● **What you are asked to do**: Find every line in the records below that holds the word "small", and copy it out.

++++

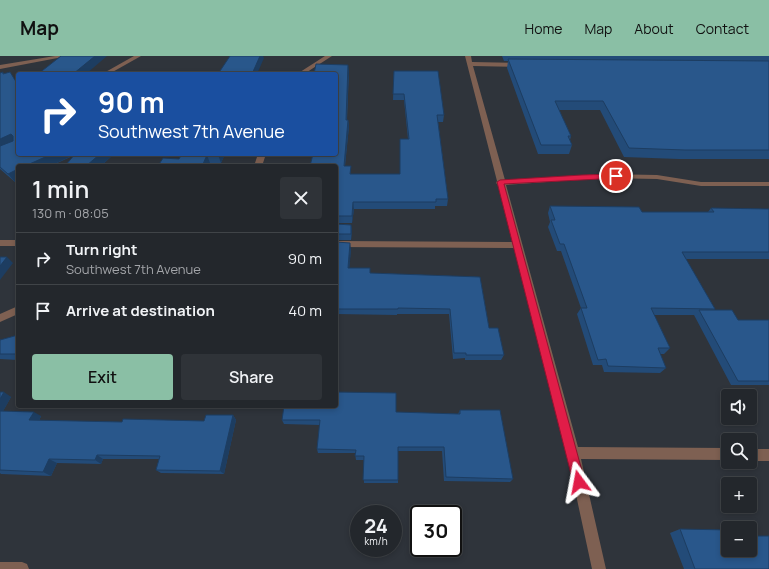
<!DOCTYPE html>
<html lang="en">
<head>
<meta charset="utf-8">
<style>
  body { margin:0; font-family:Manrope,sans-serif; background:#2f3338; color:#f1f3f6; height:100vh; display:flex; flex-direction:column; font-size:15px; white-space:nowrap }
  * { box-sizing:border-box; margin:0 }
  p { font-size:13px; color:#a3a5a9 }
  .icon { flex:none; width:22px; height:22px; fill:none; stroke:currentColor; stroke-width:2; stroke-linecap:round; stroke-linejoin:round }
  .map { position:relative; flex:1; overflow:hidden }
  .panel { position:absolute; left:16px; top:108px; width:322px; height:244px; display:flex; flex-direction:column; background:#23272c; border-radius:4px; box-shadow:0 2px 6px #0003,0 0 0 1px #404448 }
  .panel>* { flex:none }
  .guide { position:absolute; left:16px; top:16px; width:322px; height:84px; border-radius:4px; box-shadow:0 2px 6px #0003,0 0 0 1px #404448; background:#1a4fa0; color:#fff; overflow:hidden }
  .buttons { position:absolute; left:721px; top:333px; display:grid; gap:8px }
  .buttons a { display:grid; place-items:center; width:36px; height:36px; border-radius:4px; background:#23272c; box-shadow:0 2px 6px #0003,0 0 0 1px #404448; font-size:20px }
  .speed { position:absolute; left:350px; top:449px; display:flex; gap:8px; font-size:20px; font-weight:700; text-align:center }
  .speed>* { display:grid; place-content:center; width:52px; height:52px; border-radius:50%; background:#23272c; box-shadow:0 2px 6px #0003,0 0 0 1px #404448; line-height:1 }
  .speed small { font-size:10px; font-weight:400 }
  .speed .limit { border:2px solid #111; border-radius:6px; background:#fff; color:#111 }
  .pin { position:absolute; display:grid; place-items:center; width:34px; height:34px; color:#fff; margin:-17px; border:2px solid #fff; border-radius:50%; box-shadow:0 1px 4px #0007 }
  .me { position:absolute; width:44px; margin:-22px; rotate:347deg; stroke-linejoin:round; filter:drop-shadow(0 0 3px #0008) }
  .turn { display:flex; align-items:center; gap:14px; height:84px; padding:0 16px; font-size:18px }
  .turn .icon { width:52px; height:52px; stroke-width:2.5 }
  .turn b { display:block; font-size:28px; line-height:34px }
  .round { display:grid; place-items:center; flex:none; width:42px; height:42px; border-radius:4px; background:#2f3338 }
  .overview { display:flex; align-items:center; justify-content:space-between; height:68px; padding:0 16px }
  h1 { font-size:24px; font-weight:600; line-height:30px }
  .button { display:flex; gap:8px; margin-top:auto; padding:8px 16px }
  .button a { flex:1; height:46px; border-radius:4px; background:#8abfa5; color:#111; font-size:16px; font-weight:600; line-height:46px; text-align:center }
  .button a+a { background:#2f3338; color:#f1f3f6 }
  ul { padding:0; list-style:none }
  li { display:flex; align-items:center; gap:12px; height:52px; padding:0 16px; border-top:1px solid #404448 }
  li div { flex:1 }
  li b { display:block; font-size:15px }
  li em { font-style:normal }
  header { display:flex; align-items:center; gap:24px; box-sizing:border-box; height:56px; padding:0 20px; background:#8abfa5; color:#111 }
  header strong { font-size:19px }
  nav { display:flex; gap:22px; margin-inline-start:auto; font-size:14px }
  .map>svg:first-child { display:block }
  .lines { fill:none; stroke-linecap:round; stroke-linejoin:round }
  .street { fill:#7e6052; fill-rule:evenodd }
  .wall { fill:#234b78 }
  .shaded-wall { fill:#1d3d61 }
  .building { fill:#29578b; stroke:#1d3d61 }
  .route { fill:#e11d48; stroke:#92132f }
</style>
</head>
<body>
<header>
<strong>Map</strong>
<nav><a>Home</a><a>Map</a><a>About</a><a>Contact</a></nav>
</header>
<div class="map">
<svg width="769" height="513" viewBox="0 0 769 513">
  <rect width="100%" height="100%" fill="#2f343b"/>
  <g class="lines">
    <g class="street">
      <path d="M55,0H68L0,13V9Z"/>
      <path d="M134,0H141L109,18H102Z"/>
      <path d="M325,0H332L304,18H297Z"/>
      <path d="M465,0H471L472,6L519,7L522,9L519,11L473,10L505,124L603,118L657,119L701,126H769V130H701L657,123L603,122L506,129L578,391L728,392V404L581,403L606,513H592L567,397L514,192L336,191V185L513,186L498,129L496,127L497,125Z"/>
      <path d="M258,98H266L262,110H254Z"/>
      <rect x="0" y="184" width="18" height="6"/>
      <path d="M18,250V258L0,266V258Z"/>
      <rect x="750" y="393" width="19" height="12"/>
      <path d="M0,506H22L27,508L29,513H0Z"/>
    </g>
  </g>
  <g class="wall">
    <path d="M502,0H769V103H679L624,101L600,54H559L571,80L570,84L572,89L569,98H538L507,12L508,5H504Z"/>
    <path d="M349,15L347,64H348L349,70L345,110L351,118H400L408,83L404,44H393L394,15L444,59L443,66H438L448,143L447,150H435V153H354L352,167H336V110Z"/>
    <path d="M0,17H4L16,24L18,28V98H114L101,110H65L75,99L15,126L0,113Z"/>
    <path d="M182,98H225L221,107H210L209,110H158L179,103Z"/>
    <path d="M550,150L642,156H708L711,152L769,153V203H686L715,253L714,254L738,264H769V329H731L694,259H654L670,292L664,298H660L666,312L660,317L604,316L602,309H593L577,258L581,252L561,195H557L548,171L550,166L548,157Z"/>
    <path d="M336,168L351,169L352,175L351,184H336Z"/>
    <path d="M336,186L351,193L349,212L371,217L480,221L489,272L504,299L501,304H465V302L453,303L449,258H397V259L336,258Z"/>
    <path d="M18,279V304L0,303V284Z"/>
    <path d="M0,336L11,341L3,355L41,360L39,365L122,366L204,365L233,359L236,364L224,418L161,417L156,414L159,403H103L101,408L57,407L51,420L1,418L0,417Z"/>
    <path d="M460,354L513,423L510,426L444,425L442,395H398V427H364V404H356L355,397H318L317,393L320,369L284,368L282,364L396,356L458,358Z"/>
    <path d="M680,473L728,494L769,513H684L670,477Z"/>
  </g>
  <g class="shaded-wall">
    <path d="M95,0H107L86,18H73Z"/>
    <path d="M260,0H263L264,2L257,18H252Z"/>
    <path d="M348,9L349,15L346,70V64Z"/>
    <path d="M348,64L349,70L344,117V110Z"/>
    <path d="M11,78L17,87L0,93V83Z"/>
    <path d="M52,98H76L50,110H25Z"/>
    <path d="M100,98H114L101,110H86Z"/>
    <path d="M218,98H225L221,107L218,99Z"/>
    <path d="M207,99L210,107L209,110H204L203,108Z"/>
    <path d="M18,113V125L15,126L8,118Z"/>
    <path d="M353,146L354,153L352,167V160Z"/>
    <path d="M351,169L352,175L351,184Z"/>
    <path d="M350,187L351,193L349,218L348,212Z"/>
    <path d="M7,201L13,207L0,224V210Z"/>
    <path d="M4,336L11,341L1,359H0V343Z"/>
    <path d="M34,356L41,360L37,369L29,364Z"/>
    <path d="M233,359L236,364L224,418L220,415Z"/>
    <path d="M97,399L103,403L101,408L95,404Z"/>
    <path d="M49,403L57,407L51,420L43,416Z"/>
  </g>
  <g class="building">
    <path d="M61,0H95L73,18H38Z"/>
    <path d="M230,0H260L252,18H218Z"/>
    <path d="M508,3L769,5V94H685L629,92L603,45H555L571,80H568L572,89H541Z"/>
    <path d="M316,8L348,9L346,64H348L344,110H351L350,118H400V83H409L404,38H393L394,15H438L444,59H437L448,143H436V146H353L352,160H336V110H310L313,98H336V18H314Z"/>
    <path d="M136,15L139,18H132Z"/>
    <path d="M3,16V18L10,16L18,29V63L17,64H18V98H52L25,110H18V113L8,118L0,111V90L13,85V80L11,78L0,83V17Z"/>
    <path d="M75,98H100L86,110H65Z"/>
    <path d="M182,98H218V99H207L203,108H199L198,110H158L163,102L179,103Z"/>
    <path d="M550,150L639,151L642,156H714L711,152L769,153V196H682L715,253L651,252L670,292H658L666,312L608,310L606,303L598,304L581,252H587L564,188H560L551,164H555Z"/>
    <path d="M336,168L351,169V178H336Z"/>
    <path d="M336,186L350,187L348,212H370V217L480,221L489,272H498L504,299H466V297H454L450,253L398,252V253H336Z"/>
    <path d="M0,201H7L0,210Z"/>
    <path d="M699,254H732L738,264H769V325H738Z"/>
    <path d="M18,279V298H0V284Z"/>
    <path d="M0,336H4L0,343Z"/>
    <path d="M336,336L396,337V356L460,358V354H500L513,423L446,421L444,391H398V424H363L364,400H355L356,394L317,393L320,364H282L284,350H336Z"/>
    <path d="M0,355L34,356L29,364L122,366L123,363L204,365L206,359H233L220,415L156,414L160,400L97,399L95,404L49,403L43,416L0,414Z"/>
    <path d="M680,473L728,474V494H750V480H769V513H695Z"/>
  </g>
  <path class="route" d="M616,118L620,120L619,122L504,128L585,426L583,430L579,432L575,430L573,426L497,126L500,124L582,119Z"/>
</svg>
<div class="buttons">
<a><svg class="icon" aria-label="sound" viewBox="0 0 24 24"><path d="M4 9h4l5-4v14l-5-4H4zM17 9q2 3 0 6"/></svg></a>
<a><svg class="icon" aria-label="search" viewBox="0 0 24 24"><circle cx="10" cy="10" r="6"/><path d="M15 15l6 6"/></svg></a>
<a>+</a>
<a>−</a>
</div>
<div class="speed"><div>24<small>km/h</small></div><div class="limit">30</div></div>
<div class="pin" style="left:616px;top:120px;background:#d93025"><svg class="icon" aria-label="arrive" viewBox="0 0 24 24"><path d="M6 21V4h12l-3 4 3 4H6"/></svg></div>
<svg class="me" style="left:579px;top:426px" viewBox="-20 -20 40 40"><path d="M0-17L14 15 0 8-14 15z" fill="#e11d48" stroke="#fff" stroke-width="4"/></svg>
<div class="guide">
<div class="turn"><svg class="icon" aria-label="right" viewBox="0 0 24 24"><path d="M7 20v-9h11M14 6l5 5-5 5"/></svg><div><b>90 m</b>Southwest 7th Avenue</div></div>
</div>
<section class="panel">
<div class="overview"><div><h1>1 min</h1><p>130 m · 08:05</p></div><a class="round"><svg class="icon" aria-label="close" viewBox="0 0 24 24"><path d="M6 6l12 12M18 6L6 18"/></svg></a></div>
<ul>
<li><svg class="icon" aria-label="right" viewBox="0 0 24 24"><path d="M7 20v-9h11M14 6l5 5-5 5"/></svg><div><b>Turn right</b><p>Southwest 7th Avenue</p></div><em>90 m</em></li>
<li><svg class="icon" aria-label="arrive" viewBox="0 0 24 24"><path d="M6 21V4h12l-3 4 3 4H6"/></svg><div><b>Arrive at destination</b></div><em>40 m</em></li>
</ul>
<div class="button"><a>Exit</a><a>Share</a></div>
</section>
</div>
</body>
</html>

++++

● **Response for this exercise**:
  .speed small { font-size:10px; font-weight:400 }
<div class="speed"><div>24<small>km/h</small></div><div class="limit">30</div></div>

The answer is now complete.